» **EXERCISE**:
Work out how many lines in these entries include the string "Veststien", and give only that figure.

» **Collected data**:

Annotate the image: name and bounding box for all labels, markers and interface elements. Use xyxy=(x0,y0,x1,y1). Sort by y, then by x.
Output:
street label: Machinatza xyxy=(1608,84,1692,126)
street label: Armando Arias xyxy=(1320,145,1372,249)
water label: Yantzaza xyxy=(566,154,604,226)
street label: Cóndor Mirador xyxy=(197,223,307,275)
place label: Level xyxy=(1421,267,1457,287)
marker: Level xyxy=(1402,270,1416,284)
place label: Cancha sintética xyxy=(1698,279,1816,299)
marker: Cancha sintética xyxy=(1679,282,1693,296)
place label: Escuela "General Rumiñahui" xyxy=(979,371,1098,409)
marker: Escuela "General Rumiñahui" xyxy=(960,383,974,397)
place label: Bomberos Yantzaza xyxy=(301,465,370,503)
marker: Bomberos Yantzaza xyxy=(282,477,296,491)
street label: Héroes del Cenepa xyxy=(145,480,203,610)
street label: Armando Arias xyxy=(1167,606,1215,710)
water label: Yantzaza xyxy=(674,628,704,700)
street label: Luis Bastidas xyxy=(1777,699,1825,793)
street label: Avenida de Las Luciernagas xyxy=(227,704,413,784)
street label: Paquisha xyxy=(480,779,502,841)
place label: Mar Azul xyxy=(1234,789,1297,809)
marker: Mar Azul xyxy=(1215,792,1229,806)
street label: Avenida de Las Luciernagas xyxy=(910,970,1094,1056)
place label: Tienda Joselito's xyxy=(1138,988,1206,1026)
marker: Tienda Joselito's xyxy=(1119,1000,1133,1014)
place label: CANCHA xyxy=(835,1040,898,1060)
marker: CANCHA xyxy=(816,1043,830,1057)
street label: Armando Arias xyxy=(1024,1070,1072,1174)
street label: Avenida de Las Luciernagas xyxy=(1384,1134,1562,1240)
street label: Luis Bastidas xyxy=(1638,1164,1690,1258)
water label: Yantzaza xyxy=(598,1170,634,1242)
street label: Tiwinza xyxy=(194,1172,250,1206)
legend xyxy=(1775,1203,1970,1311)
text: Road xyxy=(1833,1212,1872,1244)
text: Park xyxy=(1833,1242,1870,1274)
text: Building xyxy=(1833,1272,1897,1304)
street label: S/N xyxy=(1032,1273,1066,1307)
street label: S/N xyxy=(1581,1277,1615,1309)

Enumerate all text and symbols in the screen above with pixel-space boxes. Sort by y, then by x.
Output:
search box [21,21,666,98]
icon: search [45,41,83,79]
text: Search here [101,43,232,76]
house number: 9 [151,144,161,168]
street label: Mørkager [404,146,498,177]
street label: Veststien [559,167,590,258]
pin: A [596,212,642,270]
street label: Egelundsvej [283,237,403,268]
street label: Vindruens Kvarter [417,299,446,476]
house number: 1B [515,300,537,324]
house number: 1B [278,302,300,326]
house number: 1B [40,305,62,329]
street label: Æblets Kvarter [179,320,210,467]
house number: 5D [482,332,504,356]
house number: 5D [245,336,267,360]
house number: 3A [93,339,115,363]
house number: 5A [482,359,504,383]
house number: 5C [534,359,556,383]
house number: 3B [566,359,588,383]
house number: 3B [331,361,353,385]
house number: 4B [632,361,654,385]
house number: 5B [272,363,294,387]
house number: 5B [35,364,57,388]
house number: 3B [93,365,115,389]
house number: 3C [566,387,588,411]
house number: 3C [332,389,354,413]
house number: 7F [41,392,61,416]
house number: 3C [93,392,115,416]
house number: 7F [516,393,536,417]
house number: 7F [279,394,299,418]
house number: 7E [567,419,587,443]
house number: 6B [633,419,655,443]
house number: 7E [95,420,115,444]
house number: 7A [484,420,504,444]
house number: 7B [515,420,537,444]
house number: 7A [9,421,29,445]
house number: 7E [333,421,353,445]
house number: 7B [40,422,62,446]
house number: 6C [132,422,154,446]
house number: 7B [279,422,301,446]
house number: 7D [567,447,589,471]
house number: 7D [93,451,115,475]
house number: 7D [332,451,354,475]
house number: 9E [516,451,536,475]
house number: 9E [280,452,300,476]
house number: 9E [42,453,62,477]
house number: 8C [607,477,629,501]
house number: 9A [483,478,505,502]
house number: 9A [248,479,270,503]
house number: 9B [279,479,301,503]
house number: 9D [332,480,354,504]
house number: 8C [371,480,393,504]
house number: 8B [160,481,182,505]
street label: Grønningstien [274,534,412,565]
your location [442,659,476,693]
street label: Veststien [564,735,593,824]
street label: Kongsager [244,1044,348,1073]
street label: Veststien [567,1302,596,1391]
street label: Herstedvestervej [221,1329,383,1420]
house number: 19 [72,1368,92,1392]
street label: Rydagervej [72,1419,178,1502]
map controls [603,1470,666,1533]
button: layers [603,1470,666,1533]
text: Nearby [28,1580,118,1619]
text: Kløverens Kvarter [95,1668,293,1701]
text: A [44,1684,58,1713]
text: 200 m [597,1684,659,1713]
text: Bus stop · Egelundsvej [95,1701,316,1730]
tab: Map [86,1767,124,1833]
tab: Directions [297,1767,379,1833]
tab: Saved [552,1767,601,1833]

» **SOLUTION BELOW**:
3